Dönemin Portland yöneticileri zamanda bir yolculuk yapsa (Ki hayatları boyunca bunu içten içe düşündüklerine eminim. (Onların yerine ben düşünüyorum nerdeyse her gün ki daha o zamanlar suya 'bu' bile diyemiyordum)  Soru şu: Bu draft gününde seçimler değiştirse nasıl yazılırdı tarih acaba. Bir kere Jordan yine Jordan olur muydu? Sakatlıklar mı boğuşurdu, sisteme uyum sağlamayıp parlayamaz mıydı? Yoksa bugün Chicago'nun sahip olduğu uluslararası repütasyon Portland'ın mı olurdu? Sahi Pippen ne yapardı, ya Phil Jackson... Yoksa iyi bir kadro verilemez Michael'a ve Charles Barkley'nin bir yüzüğü mü olurdu.
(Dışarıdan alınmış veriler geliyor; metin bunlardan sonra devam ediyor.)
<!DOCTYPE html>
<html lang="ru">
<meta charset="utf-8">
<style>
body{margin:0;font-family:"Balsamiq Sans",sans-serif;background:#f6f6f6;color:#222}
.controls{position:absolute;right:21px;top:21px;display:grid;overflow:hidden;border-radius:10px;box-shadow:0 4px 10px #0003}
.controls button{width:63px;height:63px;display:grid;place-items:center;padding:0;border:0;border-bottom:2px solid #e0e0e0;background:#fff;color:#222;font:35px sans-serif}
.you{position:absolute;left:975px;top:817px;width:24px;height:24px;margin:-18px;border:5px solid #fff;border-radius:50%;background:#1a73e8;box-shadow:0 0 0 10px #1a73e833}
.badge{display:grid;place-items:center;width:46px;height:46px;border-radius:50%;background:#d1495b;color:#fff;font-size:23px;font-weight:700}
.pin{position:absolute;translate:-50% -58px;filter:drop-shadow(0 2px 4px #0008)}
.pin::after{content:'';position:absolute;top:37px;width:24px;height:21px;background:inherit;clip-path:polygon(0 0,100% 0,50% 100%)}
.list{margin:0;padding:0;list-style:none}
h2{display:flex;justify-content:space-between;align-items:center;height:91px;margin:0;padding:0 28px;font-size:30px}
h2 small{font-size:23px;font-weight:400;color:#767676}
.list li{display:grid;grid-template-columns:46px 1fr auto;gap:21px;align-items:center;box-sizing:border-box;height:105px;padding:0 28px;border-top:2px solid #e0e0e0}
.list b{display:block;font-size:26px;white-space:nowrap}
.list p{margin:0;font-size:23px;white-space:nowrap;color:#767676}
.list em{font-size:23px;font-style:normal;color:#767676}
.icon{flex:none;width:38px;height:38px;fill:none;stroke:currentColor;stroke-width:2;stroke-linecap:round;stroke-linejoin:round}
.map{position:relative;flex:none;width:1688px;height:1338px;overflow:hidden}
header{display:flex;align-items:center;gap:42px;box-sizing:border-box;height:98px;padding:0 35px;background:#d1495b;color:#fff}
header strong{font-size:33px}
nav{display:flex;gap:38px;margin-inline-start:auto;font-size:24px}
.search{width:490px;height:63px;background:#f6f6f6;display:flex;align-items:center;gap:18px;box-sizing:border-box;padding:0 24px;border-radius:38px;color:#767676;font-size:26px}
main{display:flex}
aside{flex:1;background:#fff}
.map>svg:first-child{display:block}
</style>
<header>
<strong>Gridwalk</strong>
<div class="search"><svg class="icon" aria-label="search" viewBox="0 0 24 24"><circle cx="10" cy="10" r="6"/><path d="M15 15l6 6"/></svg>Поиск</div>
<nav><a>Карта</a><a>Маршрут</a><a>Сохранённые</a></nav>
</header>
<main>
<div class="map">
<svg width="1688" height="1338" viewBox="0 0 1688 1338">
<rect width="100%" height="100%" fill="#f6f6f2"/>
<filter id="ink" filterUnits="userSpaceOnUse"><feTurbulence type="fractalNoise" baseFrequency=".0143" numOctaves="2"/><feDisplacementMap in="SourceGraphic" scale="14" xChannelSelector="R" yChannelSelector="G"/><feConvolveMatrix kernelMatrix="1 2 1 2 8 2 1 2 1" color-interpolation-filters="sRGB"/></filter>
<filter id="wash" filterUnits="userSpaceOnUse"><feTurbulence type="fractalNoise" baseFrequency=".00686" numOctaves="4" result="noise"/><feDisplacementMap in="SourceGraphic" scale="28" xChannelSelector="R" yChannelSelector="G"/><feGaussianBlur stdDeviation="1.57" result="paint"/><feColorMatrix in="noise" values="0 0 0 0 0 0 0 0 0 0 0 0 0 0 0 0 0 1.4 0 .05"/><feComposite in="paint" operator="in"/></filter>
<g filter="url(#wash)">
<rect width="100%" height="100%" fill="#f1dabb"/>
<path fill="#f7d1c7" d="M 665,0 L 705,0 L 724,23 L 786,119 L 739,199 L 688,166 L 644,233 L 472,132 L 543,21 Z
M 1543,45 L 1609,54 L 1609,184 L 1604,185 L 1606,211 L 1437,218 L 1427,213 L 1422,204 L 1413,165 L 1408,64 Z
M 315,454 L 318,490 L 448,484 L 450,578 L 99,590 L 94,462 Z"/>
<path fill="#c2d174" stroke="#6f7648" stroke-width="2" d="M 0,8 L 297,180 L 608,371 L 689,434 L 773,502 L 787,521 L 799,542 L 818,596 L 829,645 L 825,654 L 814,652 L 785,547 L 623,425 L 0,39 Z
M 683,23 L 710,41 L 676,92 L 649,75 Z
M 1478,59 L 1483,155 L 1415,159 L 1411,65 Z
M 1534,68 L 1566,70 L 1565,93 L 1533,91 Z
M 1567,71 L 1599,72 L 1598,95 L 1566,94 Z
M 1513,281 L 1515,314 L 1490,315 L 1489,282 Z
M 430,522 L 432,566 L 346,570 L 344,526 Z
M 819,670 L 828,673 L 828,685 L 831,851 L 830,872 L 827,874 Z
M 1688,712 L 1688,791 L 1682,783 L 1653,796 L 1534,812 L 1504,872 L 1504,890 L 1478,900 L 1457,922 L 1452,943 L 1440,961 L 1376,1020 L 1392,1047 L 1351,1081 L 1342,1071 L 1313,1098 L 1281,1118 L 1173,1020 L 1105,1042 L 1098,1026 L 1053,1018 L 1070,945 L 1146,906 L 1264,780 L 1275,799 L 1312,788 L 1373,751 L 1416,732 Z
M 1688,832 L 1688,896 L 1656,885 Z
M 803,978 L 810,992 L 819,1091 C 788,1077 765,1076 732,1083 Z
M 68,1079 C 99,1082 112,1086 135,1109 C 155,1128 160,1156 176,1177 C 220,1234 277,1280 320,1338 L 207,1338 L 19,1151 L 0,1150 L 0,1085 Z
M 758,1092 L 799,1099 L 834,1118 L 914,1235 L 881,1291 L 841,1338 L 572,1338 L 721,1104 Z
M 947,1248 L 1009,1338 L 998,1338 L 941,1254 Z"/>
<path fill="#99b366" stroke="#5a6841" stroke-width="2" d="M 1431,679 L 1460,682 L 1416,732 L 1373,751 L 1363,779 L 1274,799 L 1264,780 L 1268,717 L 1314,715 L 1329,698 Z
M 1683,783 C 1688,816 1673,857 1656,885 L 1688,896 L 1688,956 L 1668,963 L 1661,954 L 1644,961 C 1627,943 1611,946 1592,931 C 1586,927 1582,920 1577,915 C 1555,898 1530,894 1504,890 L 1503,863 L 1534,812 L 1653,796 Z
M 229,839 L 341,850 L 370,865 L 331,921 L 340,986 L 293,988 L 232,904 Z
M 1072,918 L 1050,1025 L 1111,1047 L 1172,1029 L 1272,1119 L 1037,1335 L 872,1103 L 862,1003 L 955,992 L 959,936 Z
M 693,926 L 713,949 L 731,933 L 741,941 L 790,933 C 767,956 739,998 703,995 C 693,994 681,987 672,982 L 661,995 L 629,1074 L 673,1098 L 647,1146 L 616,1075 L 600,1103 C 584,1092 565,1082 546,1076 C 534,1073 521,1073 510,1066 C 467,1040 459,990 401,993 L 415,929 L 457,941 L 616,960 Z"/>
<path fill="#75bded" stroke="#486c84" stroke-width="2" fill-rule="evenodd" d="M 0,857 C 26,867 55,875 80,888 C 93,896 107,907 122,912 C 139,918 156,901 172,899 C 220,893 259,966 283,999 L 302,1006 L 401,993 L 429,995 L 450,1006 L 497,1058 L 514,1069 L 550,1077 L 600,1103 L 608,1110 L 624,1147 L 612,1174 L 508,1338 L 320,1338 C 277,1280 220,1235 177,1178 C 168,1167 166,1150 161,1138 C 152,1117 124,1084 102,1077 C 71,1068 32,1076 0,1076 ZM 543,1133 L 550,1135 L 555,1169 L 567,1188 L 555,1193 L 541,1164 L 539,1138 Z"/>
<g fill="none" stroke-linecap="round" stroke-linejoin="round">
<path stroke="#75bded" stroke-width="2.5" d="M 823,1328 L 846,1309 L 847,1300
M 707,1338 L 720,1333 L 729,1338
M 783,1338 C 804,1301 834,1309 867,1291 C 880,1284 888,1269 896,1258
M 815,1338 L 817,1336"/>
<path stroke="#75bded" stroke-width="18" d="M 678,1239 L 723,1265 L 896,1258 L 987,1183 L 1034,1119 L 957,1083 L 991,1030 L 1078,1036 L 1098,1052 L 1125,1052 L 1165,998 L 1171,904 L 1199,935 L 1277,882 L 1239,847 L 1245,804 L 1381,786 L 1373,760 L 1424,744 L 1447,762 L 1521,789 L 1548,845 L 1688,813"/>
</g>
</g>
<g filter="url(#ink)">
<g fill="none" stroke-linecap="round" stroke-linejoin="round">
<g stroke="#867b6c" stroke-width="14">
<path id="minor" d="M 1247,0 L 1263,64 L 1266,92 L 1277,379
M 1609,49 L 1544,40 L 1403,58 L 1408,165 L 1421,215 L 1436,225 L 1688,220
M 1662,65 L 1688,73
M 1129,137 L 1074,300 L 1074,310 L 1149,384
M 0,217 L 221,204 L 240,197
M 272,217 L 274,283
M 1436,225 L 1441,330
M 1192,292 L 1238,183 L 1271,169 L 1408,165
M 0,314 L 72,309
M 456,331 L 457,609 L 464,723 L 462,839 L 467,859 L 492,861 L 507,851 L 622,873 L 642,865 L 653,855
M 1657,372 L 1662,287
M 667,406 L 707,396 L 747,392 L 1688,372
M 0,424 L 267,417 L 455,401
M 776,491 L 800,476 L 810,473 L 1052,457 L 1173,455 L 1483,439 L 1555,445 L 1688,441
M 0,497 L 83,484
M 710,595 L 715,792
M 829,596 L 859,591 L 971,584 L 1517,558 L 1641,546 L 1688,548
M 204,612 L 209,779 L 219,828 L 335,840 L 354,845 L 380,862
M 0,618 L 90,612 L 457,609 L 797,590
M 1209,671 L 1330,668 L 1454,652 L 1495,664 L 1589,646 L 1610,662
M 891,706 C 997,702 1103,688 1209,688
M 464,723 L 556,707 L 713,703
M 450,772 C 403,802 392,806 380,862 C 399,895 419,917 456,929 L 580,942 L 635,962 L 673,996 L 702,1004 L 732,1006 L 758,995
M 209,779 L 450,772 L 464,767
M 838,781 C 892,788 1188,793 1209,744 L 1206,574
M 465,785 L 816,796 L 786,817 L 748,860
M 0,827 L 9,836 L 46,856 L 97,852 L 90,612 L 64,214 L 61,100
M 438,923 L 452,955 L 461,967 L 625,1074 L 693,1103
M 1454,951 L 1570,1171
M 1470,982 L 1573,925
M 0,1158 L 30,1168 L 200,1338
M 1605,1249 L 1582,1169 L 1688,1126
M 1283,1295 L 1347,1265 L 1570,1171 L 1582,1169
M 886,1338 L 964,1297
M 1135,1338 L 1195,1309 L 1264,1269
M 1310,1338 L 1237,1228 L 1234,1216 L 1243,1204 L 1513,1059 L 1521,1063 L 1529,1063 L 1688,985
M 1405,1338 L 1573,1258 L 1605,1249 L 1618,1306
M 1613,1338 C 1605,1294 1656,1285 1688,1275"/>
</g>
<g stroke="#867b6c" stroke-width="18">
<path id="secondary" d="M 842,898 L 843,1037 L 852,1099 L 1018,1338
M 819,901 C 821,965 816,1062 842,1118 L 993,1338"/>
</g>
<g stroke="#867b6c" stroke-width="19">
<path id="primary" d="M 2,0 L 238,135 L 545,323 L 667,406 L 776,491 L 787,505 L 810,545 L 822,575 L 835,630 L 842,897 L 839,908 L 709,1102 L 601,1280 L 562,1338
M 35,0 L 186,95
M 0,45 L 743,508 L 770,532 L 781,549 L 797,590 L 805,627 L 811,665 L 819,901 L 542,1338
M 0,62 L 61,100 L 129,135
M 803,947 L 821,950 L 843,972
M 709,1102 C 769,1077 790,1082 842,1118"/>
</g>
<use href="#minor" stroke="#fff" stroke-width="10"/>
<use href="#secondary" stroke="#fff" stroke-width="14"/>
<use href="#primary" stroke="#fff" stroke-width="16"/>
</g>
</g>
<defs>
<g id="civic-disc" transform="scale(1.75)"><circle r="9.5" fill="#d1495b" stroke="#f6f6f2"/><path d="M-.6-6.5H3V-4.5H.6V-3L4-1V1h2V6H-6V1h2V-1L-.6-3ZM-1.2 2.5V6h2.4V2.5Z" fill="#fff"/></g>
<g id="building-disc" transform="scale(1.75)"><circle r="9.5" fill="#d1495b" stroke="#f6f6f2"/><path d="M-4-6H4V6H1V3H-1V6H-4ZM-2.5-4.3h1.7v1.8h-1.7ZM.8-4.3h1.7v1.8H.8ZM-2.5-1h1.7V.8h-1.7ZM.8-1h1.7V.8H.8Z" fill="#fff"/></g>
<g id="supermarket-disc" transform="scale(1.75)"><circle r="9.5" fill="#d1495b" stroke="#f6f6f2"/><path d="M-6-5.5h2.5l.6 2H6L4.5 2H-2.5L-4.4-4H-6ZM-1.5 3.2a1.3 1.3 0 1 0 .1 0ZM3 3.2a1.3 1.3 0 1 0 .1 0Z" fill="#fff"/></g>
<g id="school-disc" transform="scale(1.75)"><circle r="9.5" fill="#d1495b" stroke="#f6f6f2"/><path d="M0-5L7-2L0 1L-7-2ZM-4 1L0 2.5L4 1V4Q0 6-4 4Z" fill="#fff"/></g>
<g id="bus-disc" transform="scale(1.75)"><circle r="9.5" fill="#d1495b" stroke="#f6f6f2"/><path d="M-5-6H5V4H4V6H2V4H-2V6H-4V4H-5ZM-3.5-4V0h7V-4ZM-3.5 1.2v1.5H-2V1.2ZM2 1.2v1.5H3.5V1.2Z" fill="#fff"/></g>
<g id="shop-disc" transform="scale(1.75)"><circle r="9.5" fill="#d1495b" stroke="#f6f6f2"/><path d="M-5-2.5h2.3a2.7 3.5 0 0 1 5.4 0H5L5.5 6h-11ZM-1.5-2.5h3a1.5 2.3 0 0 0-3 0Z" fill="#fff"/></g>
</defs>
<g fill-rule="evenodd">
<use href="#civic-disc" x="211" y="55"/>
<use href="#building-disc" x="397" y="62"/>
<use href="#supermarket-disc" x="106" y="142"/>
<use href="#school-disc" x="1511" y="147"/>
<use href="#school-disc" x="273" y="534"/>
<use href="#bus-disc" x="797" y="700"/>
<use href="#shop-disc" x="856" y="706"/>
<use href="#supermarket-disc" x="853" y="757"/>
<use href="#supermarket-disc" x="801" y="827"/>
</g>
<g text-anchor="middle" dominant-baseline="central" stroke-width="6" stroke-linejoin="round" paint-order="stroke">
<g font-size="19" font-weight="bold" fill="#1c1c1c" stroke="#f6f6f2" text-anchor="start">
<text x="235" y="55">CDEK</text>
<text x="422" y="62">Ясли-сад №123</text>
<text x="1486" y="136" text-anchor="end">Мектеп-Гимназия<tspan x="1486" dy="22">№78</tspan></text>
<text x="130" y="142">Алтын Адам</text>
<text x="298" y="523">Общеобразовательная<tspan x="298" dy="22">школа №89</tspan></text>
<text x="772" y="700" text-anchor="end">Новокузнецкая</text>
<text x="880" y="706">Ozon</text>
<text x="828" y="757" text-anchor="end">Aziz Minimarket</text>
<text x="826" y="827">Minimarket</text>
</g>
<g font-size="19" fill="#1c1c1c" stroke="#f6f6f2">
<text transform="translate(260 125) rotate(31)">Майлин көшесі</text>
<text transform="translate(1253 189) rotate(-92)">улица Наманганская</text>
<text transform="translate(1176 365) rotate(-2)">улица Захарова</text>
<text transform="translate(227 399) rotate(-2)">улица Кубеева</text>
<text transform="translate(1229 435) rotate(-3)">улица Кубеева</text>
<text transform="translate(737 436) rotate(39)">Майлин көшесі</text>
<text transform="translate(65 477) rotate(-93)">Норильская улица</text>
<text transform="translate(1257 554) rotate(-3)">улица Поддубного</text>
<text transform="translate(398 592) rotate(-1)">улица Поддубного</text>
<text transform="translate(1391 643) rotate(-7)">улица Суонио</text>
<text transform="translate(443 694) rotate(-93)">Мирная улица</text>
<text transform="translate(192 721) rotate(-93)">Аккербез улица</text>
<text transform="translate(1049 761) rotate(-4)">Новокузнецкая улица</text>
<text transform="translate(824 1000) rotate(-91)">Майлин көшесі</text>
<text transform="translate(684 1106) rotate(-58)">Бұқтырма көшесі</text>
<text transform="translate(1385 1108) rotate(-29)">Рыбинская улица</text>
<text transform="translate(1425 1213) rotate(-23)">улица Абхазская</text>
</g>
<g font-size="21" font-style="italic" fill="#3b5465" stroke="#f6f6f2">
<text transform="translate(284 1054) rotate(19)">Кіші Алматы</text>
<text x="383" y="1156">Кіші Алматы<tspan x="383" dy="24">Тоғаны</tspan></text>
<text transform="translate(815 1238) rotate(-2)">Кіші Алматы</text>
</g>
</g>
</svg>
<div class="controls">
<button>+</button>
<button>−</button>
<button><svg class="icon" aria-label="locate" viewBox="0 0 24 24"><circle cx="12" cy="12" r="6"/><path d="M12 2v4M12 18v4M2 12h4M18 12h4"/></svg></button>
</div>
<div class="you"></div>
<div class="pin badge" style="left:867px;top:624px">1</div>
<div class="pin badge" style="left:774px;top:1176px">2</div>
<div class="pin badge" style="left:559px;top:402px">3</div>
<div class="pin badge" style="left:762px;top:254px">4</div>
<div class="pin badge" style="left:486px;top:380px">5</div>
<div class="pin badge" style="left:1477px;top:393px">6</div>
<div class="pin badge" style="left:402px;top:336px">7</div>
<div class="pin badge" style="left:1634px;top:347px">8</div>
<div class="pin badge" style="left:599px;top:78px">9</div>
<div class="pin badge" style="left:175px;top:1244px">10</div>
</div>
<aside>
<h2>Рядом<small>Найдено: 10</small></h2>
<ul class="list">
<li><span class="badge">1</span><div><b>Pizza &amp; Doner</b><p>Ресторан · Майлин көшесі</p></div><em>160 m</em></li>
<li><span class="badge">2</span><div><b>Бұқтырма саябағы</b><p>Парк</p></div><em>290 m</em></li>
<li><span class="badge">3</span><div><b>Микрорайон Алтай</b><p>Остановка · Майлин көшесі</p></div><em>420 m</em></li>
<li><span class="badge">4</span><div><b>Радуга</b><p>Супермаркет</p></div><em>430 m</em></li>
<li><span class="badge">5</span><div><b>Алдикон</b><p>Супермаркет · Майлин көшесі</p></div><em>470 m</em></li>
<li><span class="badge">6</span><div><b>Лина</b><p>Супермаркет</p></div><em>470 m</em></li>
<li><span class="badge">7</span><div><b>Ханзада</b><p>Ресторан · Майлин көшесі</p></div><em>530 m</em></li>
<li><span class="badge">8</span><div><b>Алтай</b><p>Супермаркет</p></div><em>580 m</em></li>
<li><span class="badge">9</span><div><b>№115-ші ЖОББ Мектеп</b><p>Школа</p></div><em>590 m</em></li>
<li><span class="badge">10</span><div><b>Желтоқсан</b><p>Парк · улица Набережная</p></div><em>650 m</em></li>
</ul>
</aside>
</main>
Hatta Malone ve Stockton'ın... Zorlamaya gerek yok, içimiz içimizi yesin Dr Emmet Brown, hala yapmadı Zaman Makinesi'ni...

Elbette binlerce örnek geçiriyordur aklınıza. Ben de aklıma ilk gelenleri düşüyorum bu satırlara...

Başka bir şey. Alpay, Vlaovic'i düşürseydi. Milli Takımlar bazında neler değişmişti acaba. Bir kere ilk puanımızı alacaktık. Halen daha rüyasında düşürdüğünü gördüğünü eminim Alpay'ın... Bakın bir şey söyleyeceğim. Aslında hiç tartışacak bir şey yok. Bu konu ülke olarak  sendromlarımızdan biridir. Halen daha 3. kadehten sonra 'Ah be abi düşürecekti Alpay' diyen arkadaşlarım var benim, ve hala üzülüyoruz hep beraber. Böyle de gidecek bu. Aslında buradan tüme varım sonuçlar da çıkar birçok başka konuyla ilgili ama yazı yazılıktan çıkar, tez olur. O yüzden uzatmayayım. Şairin dediği gibi 'Ben sana gülüm demem, gülün ömrü' az olur...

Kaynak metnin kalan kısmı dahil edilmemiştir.